[Stored items]
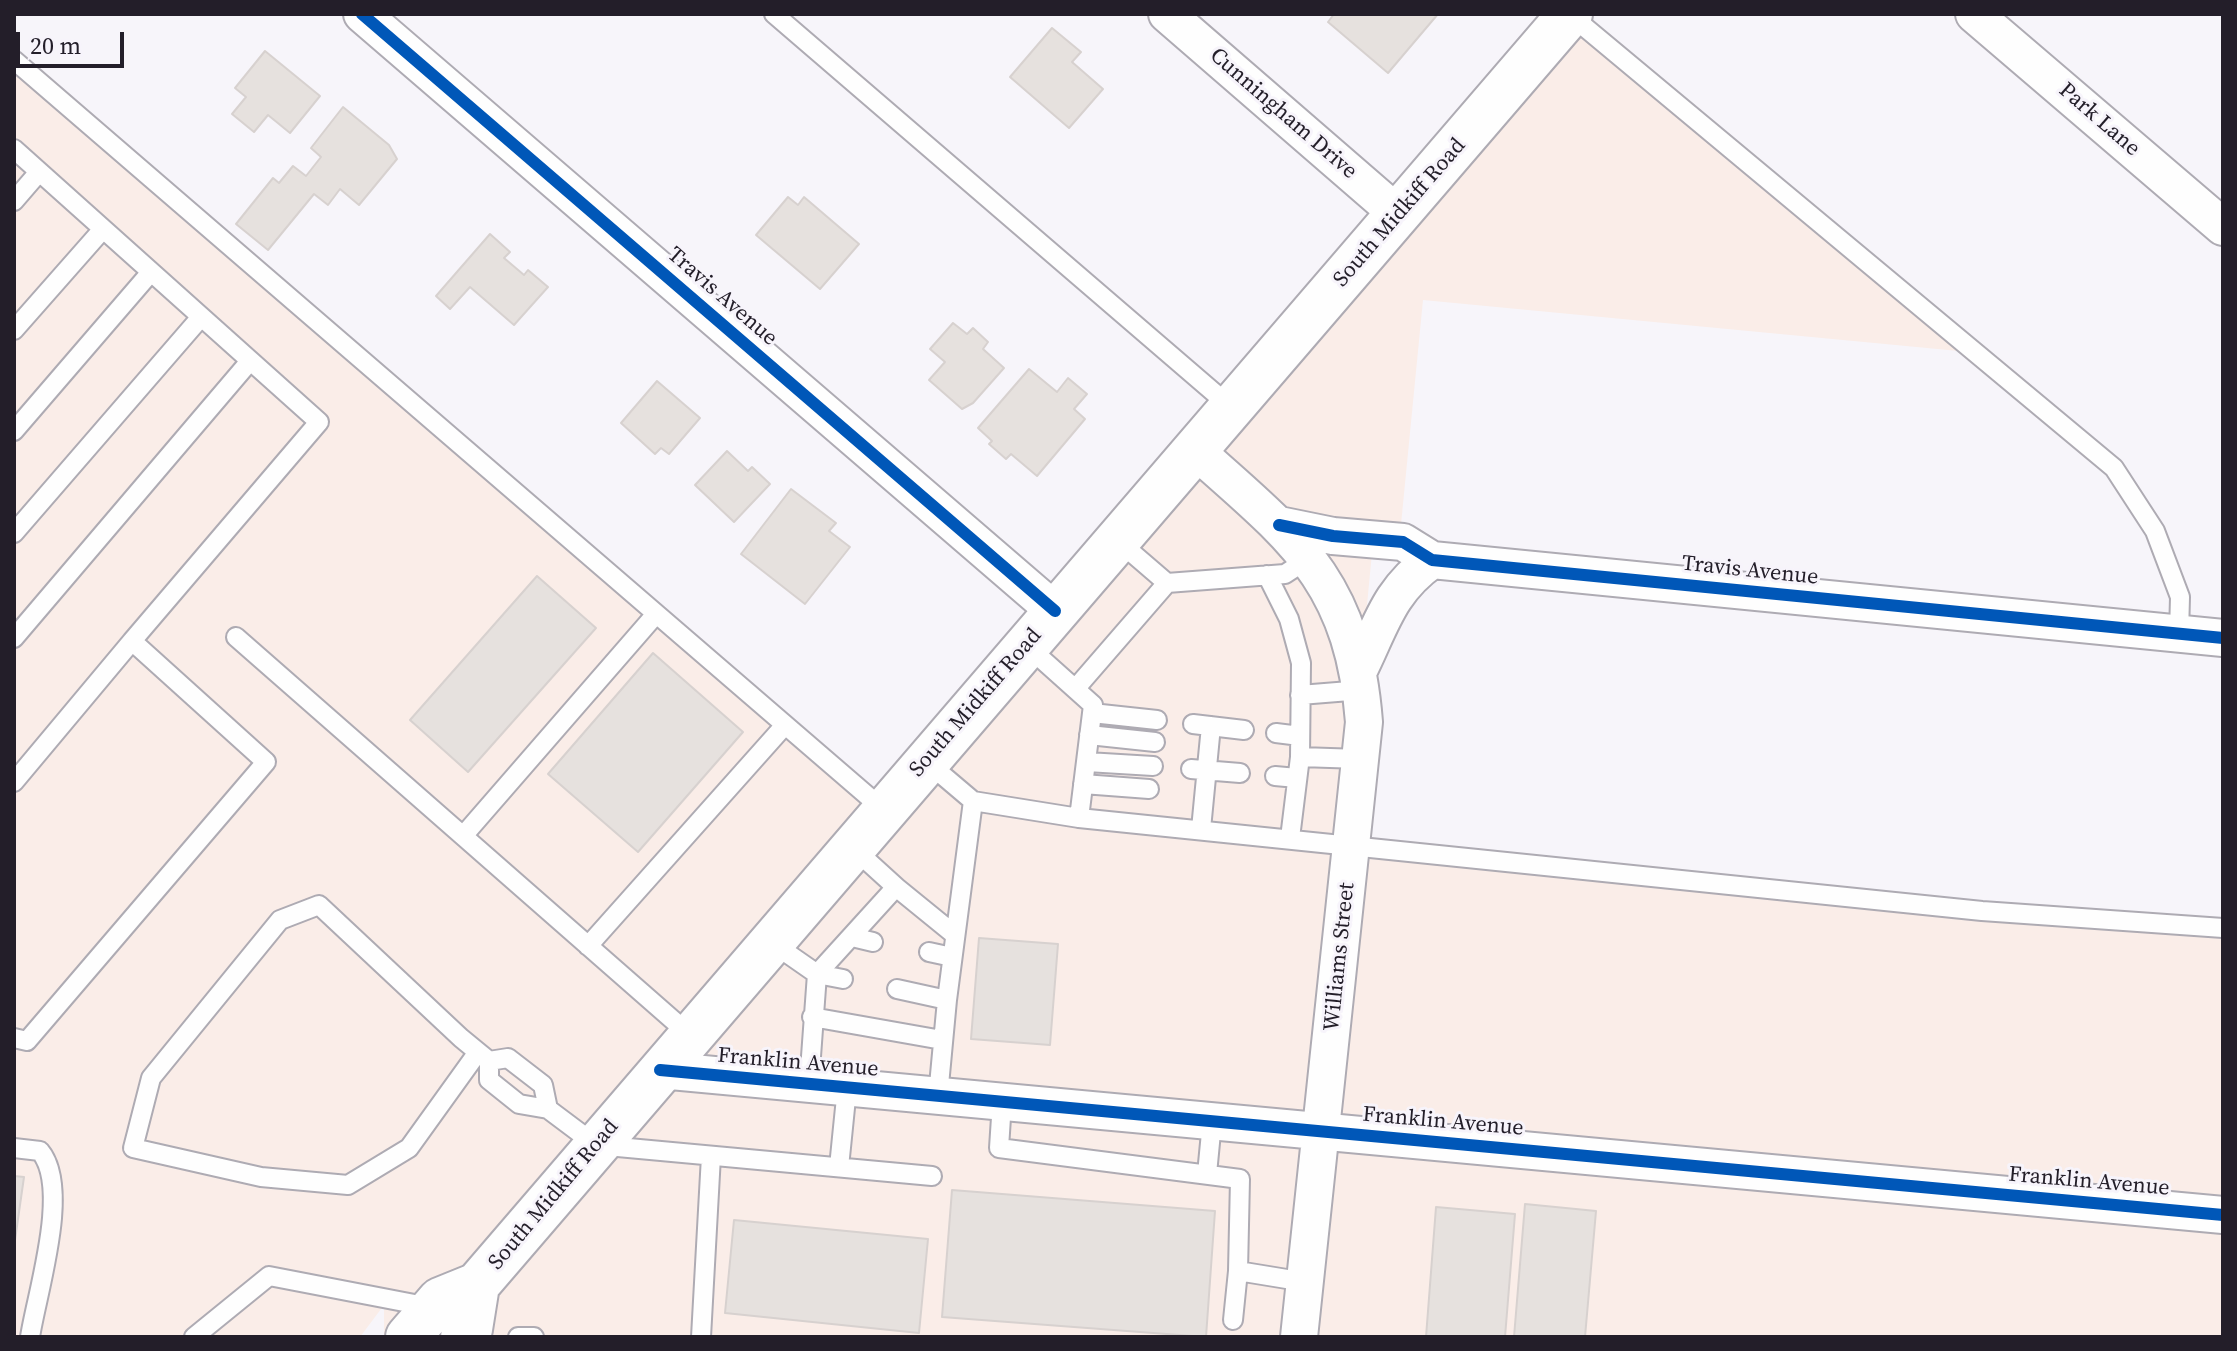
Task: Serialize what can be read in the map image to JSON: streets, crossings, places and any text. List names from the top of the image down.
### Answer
{
  "streets": {
    "main road": ["South Midkiff Road"],
    "street": [
      "Cunningham Drive",
      "Park Lane",
      "Travis Avenue",
      "Williams Street",
      "Franklin Avenue"
    ]
  },
  "crossings": [
    ["Cunningham Drive", "South Midkiff Road"],
    ["South Midkiff Road", "Travis Avenue"],
    ["South Midkiff Road", "Franklin Avenue"],
    ["Williams Street", "Franklin Avenue"]
  ],
  "scale_bar": "20 m"
}
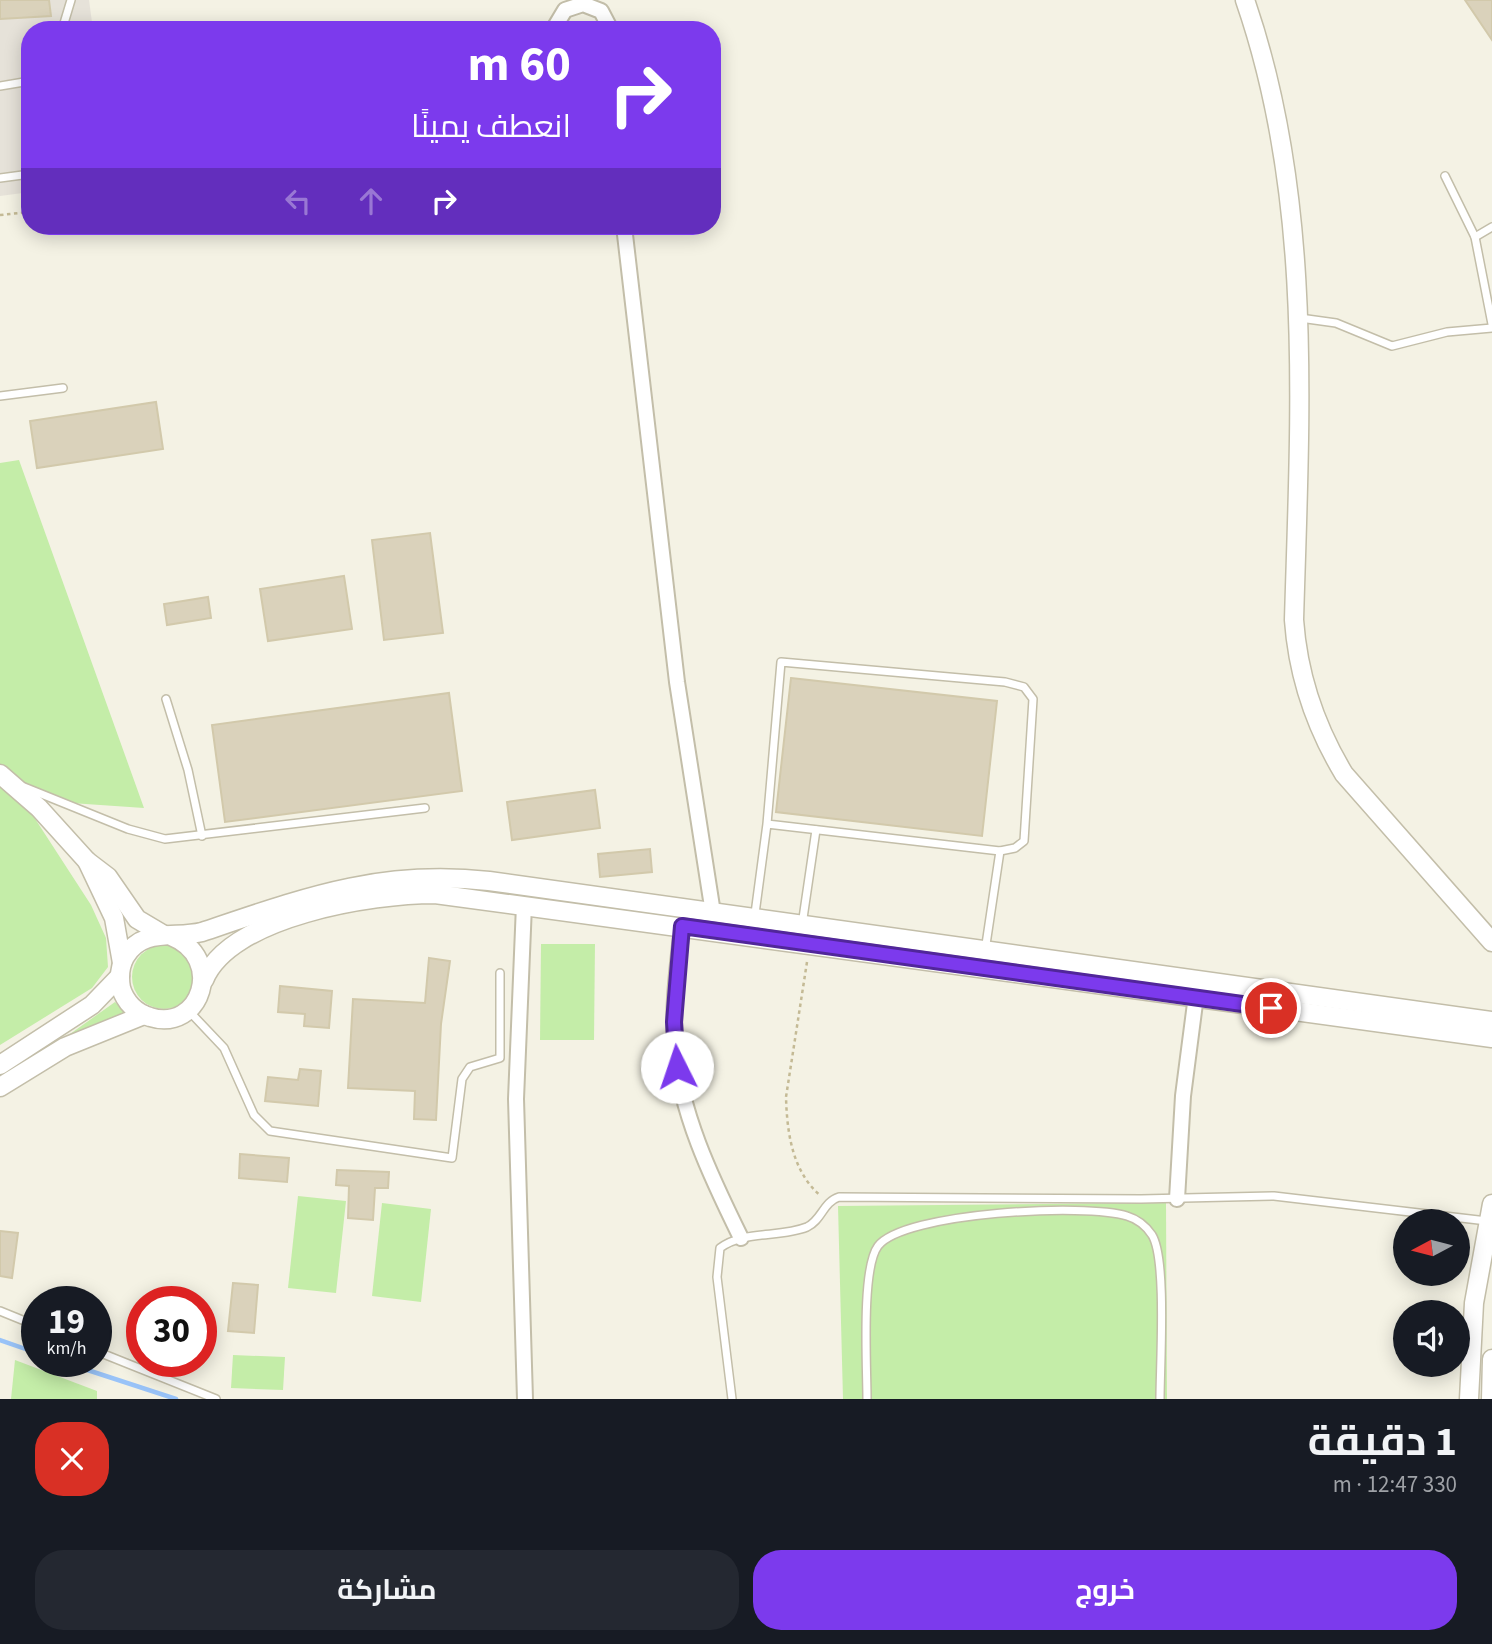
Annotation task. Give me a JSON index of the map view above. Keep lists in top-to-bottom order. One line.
{"north":"left","page":{"turn":["60 m","انعطف يمينًا"],"speed":"19 km/h","limit":"30","heading":["1 دقيقة","330 m · 12:47"],"buttons":["خروج","مشاركة"]}}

## Task brief:
Each line above is to be duplicated exactly, and the pictures are to be omitted.

## Final answer:
Task: Serialize what can be read in the map image to JSON: streets, crossings, places and any text. List names from the top of the image down.
### Answer
{
  "streets": {
    "main road": ["South Midkiff Road"],
    "street": [
      "Cunningham Drive",
      "Park Lane",
      "Travis Avenue",
      "Williams Street",
      "Franklin Avenue"
    ]
  },
  "crossings": [
    ["Cunningham Drive", "South Midkiff Road"],
    ["South Midkiff Road", "Travis Avenue"],
    ["South Midkiff Road", "Franklin Avenue"],
    ["Williams Street", "Franklin Avenue"]
  ],
  "scale_bar": "20 m"
}
Annotation task. Give me a JSON index of the map view above. Keep lists in top-to-bottom order. One line.
{"north":"left","page":{"turn":["60 m","انعطف يمينًا"],"speed":"19 km/h","limit":"30","heading":["1 دقيقة","330 m · 12:47"],"buttons":["خروج","مشاركة"]}}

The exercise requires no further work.